# Assignment:
Among the following entries, how many lines hold the string "JSON"? State only the number.

# The data:

====

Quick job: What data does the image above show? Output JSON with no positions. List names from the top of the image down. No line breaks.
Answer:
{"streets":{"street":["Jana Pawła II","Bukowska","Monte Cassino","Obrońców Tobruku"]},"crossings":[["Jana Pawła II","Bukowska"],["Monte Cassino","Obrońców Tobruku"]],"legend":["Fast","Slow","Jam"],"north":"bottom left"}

====

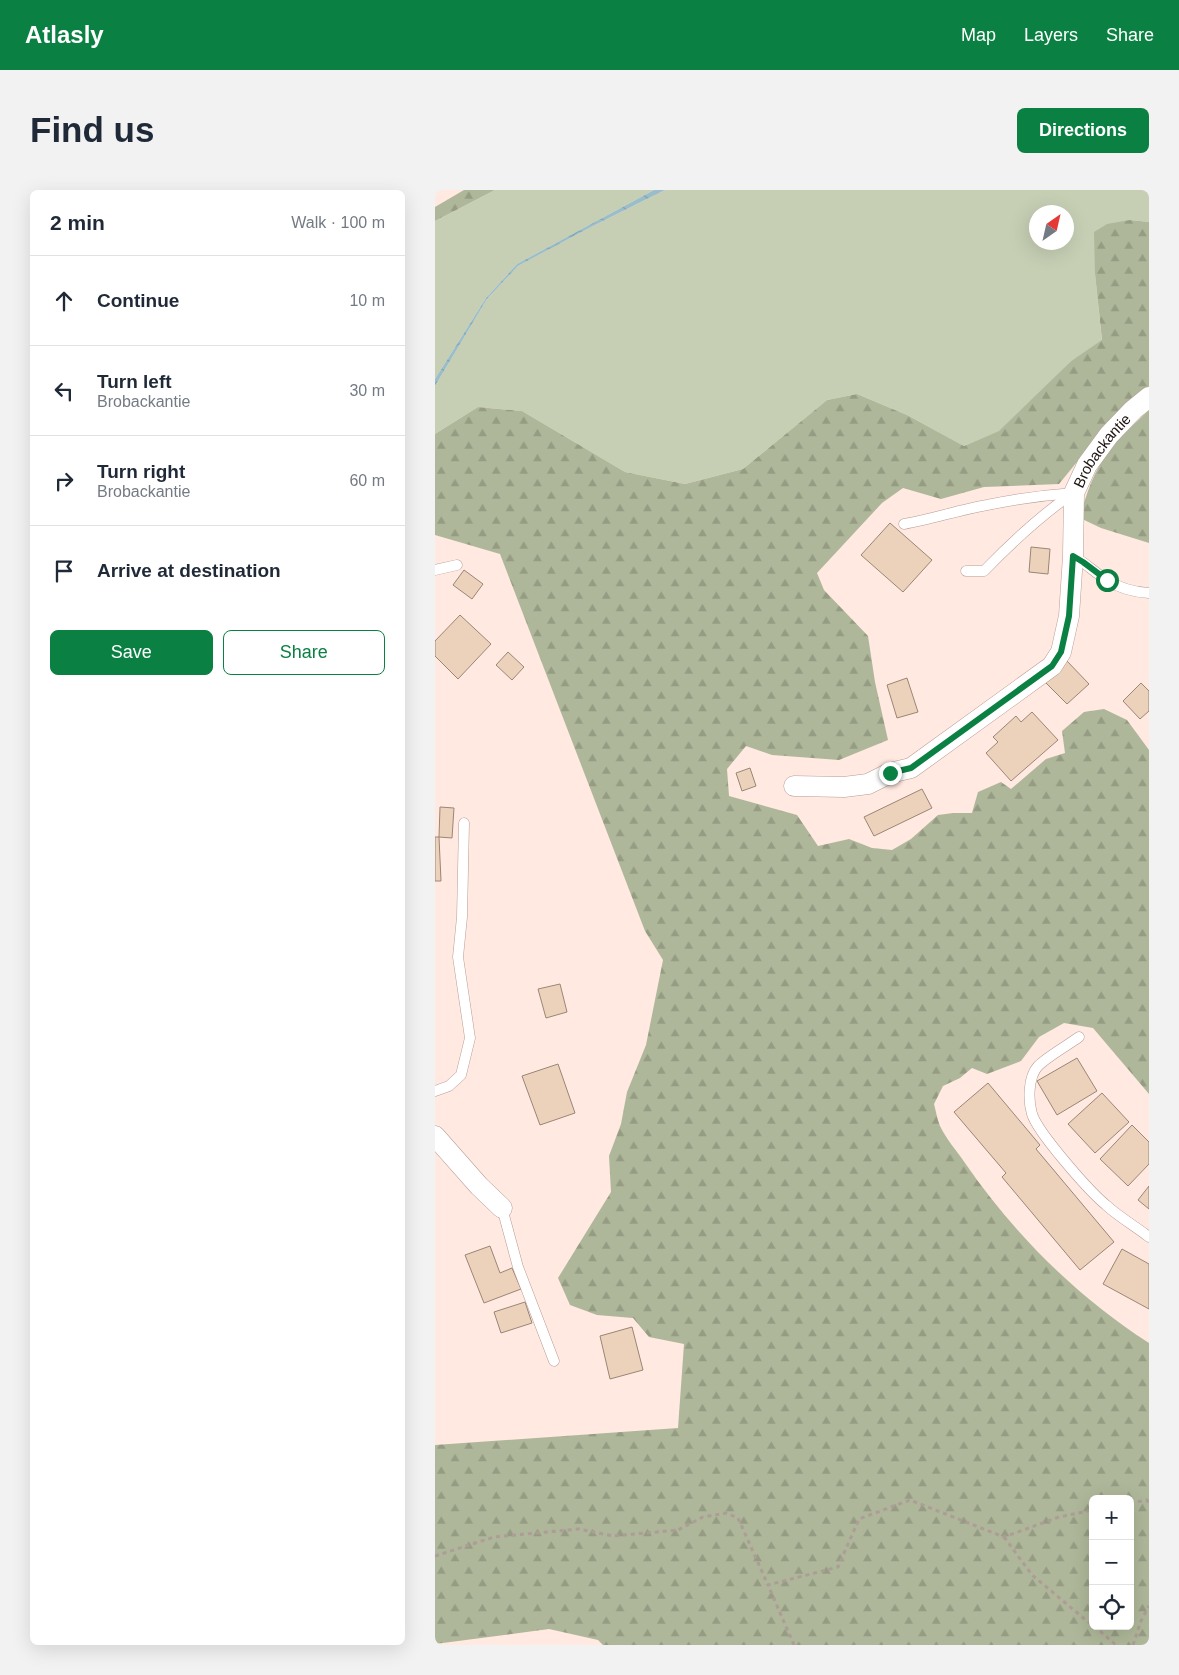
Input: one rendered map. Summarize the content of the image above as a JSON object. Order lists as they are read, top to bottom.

====

# Written solution:
2